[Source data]

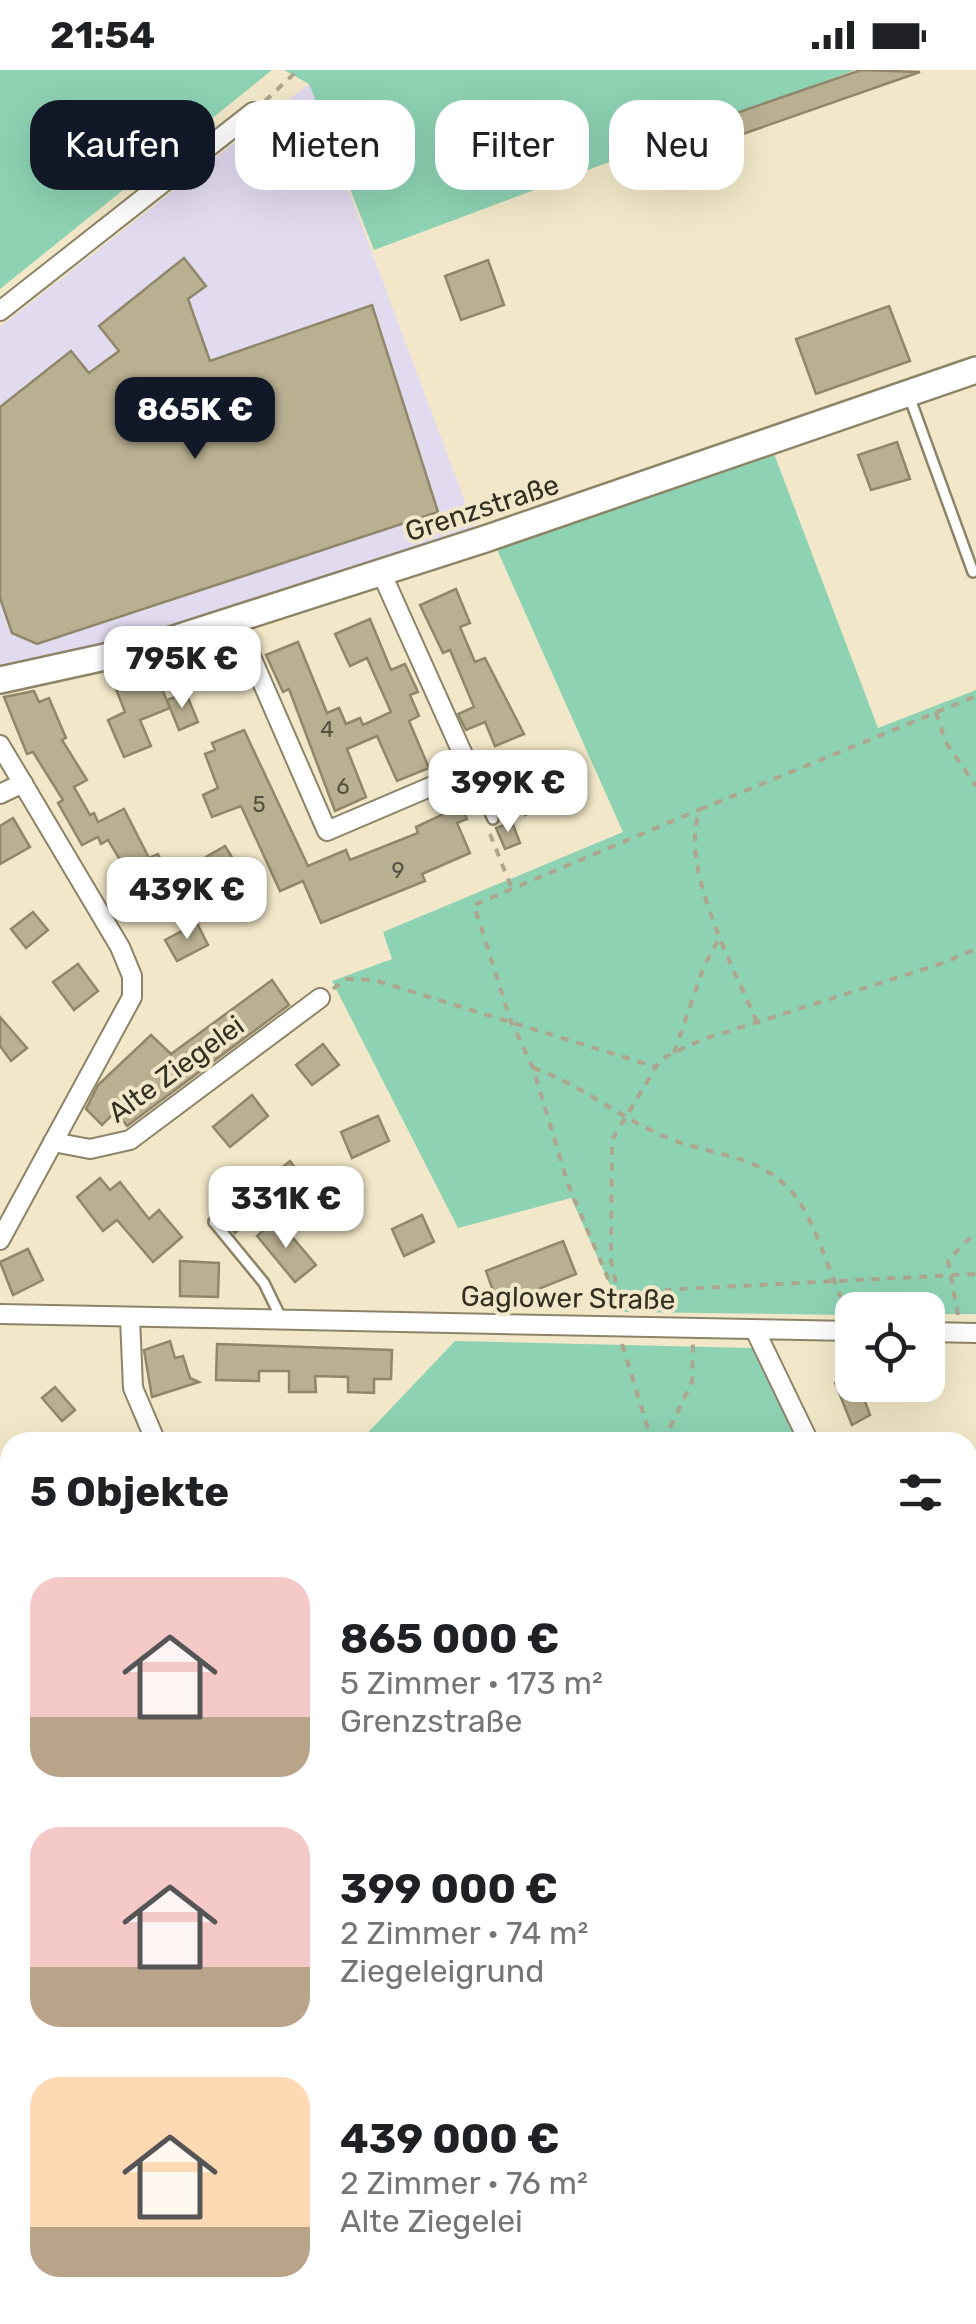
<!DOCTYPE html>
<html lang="de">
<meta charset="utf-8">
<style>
:root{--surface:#fff;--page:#f2f2f2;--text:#202124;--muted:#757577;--accent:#111827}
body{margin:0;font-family:Rubik,sans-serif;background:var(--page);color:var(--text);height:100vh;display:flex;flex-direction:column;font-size:38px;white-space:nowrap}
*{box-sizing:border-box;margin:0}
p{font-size:32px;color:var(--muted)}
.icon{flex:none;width:55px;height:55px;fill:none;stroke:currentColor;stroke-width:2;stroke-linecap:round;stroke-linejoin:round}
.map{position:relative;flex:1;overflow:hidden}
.drawer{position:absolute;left:0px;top:1362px;width:978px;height:892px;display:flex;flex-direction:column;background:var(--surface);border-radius:30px 30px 0 0;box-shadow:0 10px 40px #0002}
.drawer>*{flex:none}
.hud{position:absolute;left:30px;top:30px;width:918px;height:90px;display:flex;gap:20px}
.tools{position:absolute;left:835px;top:1222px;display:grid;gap:20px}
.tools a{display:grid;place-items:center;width:110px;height:110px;border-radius:20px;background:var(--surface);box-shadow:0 10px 40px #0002;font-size:50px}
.price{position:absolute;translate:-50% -85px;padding:0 22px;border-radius:20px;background:#fff;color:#222;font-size:32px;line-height:65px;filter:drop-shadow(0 2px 5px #0008)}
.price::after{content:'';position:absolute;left:50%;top:60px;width:30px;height:22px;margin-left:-15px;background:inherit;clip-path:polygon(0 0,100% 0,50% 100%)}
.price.selected{background:var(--accent);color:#fff}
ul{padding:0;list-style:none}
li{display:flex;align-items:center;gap:30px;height:250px;padding:0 30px}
li span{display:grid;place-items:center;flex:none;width:280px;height:200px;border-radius:30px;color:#555}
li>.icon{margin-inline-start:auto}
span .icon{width:120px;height:120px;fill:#fffc;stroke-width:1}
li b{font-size:42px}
h2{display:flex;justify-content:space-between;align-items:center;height:120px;padding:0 30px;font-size:42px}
.chip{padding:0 35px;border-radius:30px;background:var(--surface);box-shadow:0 10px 40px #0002;font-size:35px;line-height:90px}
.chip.selected{background:var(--accent);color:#fff}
.status{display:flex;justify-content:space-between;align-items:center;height:70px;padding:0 50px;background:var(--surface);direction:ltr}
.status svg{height:28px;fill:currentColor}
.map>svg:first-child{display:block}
.commercial{fill:#e2daef}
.green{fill:#8dd2b3}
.building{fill:#b9af91;stroke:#90876a;stroke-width:2.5}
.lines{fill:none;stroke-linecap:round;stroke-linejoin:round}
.lane-casing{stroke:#8d8467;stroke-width:14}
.street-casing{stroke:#8d8467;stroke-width:22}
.secondary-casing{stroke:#8d8467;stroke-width:30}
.path{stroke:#ada58d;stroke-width:4;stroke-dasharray:8 8;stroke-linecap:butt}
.lane{stroke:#fff;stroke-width:9}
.street{stroke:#fff;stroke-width:18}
.secondary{stroke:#fff;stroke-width:25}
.labels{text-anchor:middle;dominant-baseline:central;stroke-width:8;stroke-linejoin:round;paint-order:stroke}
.number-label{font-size:22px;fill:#544f3e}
.street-label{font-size:28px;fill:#332f23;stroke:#f2e8c9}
</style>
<div class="status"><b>21:54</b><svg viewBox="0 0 49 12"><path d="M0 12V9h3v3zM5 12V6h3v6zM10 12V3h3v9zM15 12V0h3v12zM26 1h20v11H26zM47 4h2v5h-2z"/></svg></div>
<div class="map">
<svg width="976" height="2254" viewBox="0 0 976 2254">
<rect width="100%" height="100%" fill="#f2e8c9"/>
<path class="commercial" d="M309 14 477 464 229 547 0 600V257Z"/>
<g class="green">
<path d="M0 0H272L0 219Z"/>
<path d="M284 0H855L374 180 309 14Z"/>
<path d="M773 381 878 658 976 620V1244H928V1240H852V1245L622 1242 571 1128 458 1158 332 911 392 889 383 862 623 762 494 473Z"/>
<path d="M455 1271 752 1278 798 1372H359Z"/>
<path d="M976 2103V2254H184L194 2245H968V2107Z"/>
</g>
<g class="building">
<path d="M861 0 920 2 700 79 693 58Z"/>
<path d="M184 188 206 216 188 229 210 291 372 235 438 442 37 574 12 563 0 528V337L71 281 89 303 119 281 99 256Z"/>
<path d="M488 190 504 235 461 250 445 206Z"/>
<path d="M889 236 910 291 816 324 796 269Z"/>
<path d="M897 372 910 409 871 420 858 385Z"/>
<path d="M456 519 470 553 460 557 475 592 485 588 524 664 495 676 485 652 466 660 458 644 474 637 450 580 443 583 420 535Z"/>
<path d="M370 549 391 600 405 594 418 622 410 625 419 646 409 651 429 698 397 711 377 666 347 679 366 727 335 741 289 619 283 622 266 585 298 572 327 643 339 638 346 654 360 648 363 655 391 642 367 588 350 596 335 564Z"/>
<path d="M204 585 211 605 193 611 186 591Z"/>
<path d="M133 600 140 617 158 609 170 638 140 650 151 676 124 687 108 650 125 642 112 609Z"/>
<path d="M34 621 39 632 49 628 66 668 62 670 87 710 74 717 90 745 94 743 98 752 124 739 149 788 158 784 173 813 144 829 108 770 101 774 98 767 82 775 58 733 63 730 33 682 27 684 4 627Z"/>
<path d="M186 623 198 652 179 660 167 630Z"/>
<path d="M244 660 308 796 346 780 350 790 418 763 416 757 448 742 445 735 459 729 467 749 457 753 470 783 422 804 425 811 321 853 303 811 280 821 241 736 212 747 203 725 218 718 205 684 215 680 212 673Z"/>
<path d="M540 701 554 732 525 745 511 714Z"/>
<path d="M13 748 30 777 0 794V756Z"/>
<path d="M512 752 520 773 505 779 496 758Z"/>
<path d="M225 776 235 792 217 804 206 787Z"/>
<path d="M33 842 48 860 26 878 11 859Z"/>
<path d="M197 853 208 875 177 891 165 870Z"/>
<path d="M78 894 98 921 74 940 53 912Z"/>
<path d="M272 910 289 935 127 1056 116 1041 102 1055 86 1039 98 1015 151 965 171 984Z"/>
<path d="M0 947 27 978 11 991 0 976Z"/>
<path d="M323 974 339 995 312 1015 296 995Z"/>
<path d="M252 1025 268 1046 230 1077 213 1057Z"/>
<path d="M378 1046 389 1071 352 1088 341 1062Z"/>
<path d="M290 1091 301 1106 279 1123 268 1109Z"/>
<path d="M100 1108 110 1120 120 1112 149 1149 159 1140 182 1167 153 1192 117 1150 103 1161 77 1127Z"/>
<path d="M232 1133 248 1151 235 1163 219 1145Z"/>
<path d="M422 1145 434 1172 404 1186 392 1159Z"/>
<path d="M277 1149 316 1195 295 1212 257 1166Z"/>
<path d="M563 1171 576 1204 498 1235 486 1201Z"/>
<path d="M28 1179 43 1210 13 1225 0 1192Z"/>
<path d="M180 1191 219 1193 218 1227 180 1226Z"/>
<path d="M170 1271 175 1288 183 1286 190 1308 199 1312 152 1327 144 1280Z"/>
<path d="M217 1274 392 1280 391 1309H374V1323L348 1322V1307L315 1306 316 1322H289V1301H259V1311L216 1310Z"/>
<path d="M852 1306V1315H859L870 1345 852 1355 835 1313Z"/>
<path d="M55 1317 75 1340 62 1351 42 1328Z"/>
</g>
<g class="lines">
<defs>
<g id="lane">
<path d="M909 326 973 502"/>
<path d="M470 700 493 749"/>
<path d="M214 1152 264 1213 282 1250"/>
</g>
<g id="street">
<path d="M0 241 253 42"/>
<path d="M235 550 327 761 470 700 381 502"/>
<path d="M0 675 120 877 132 906V927L0 1170"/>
<path d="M0 724 23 713"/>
<path d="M53 1072 90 1079 130 1070 320 928"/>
<path d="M0 1244 852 1261"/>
<path d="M130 1248 133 1318 156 1372"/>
<path d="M755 1260 809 1372"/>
<path d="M928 1262 976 1263"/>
<path d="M968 1699 976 1716"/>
<path d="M968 1734 976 1731"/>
<path d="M0 1828 10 1839"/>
<path d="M0 2003 10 1995"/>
</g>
<path id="secondary" d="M0 610 146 578 485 469 976 300"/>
</defs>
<use href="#lane" class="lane-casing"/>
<use href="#street" class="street-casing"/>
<use href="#secondary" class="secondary-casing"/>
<g class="path">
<path d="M265 31 298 0"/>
<path d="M936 642 945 671 976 716"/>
<path d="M490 764 512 819"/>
<path d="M333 919 346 909 374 910 656 997"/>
<path d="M757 952C735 901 676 791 701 739L976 626"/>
<path d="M674 983 704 896 720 867"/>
<path d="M533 998C580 1014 617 1046 663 1066 711 1087 764 1082 798 1130 819 1160 830 1209 849 1243"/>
<path d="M619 1228 611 1191 612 1070 661 989 701 970 940 894 976 879"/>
<path d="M624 1238 632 1224 680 1219 976 1204"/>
<path d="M621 1239 568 1114 533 998 510 949 474 835 701 739"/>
<path d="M958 1245 948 1190 976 1162"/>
<path d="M622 1274 652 1372"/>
<path d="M663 1372 692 1312 693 1274"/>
<path d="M421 2254 424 2245"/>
<path d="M565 2254 593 2245"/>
</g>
<use href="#lane" class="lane"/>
<use href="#street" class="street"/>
<use href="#secondary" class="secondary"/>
</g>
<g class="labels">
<g class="number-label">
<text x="327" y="659">4</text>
<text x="343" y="716">6</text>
<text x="259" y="734">5</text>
<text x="398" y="800">9</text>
</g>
<g class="street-label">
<text transform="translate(482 438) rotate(-18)">Grenzstraße</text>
<text transform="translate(176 999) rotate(-36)">Alte Ziegelei</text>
<text transform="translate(568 1228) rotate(1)">Gaglower Straße</text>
</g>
</g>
</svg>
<div class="tools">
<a><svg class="icon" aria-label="locate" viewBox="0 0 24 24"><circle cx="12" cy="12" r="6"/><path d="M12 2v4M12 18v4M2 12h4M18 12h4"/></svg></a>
</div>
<b class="price selected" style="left:195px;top:392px">865K €</b>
<b class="price" style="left:182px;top:641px">795K €</b>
<b class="price" style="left:508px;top:765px">399K €</b>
<b class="price" style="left:187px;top:872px">439K €</b>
<b class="price" style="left:286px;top:1181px">331K €</b>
<div class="hud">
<a class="chip selected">Kaufen</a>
<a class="chip">Mieten</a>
<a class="chip">Filter</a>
<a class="chip">Neu</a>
</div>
<section class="drawer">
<h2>5 Objekte<svg class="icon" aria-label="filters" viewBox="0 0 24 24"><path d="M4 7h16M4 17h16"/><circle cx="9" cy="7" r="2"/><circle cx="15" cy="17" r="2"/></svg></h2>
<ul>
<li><span style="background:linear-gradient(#f6c9c9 70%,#b9a48a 0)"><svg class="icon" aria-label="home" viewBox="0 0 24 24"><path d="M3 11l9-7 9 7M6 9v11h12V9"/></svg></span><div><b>865 000 €</b><p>5 Zimmer · 173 m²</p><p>Grenzstraße</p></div></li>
<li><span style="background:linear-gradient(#f6c9c9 70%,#b9a48a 0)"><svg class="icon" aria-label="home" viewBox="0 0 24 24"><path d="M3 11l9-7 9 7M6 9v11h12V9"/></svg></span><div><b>399 000 €</b><p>2 Zimmer · 74 m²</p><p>Ziegeleigrund</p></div></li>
<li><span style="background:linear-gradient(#ffd9b3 75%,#b9a48a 0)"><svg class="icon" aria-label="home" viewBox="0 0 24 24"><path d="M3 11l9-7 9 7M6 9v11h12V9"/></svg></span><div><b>439 000 €</b><p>2 Zimmer · 76 m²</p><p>Alte Ziegelei</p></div></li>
</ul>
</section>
</div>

▶ **EXERCISE PROMPT**
Report each line of the data that includes the string "labels".

▶ **RESPONSE BELOW**
.labels{text-anchor:middle;dominant-baseline:central;stroke-width:8;stroke-linejoin:round;paint-order:stroke}
<g class="labels">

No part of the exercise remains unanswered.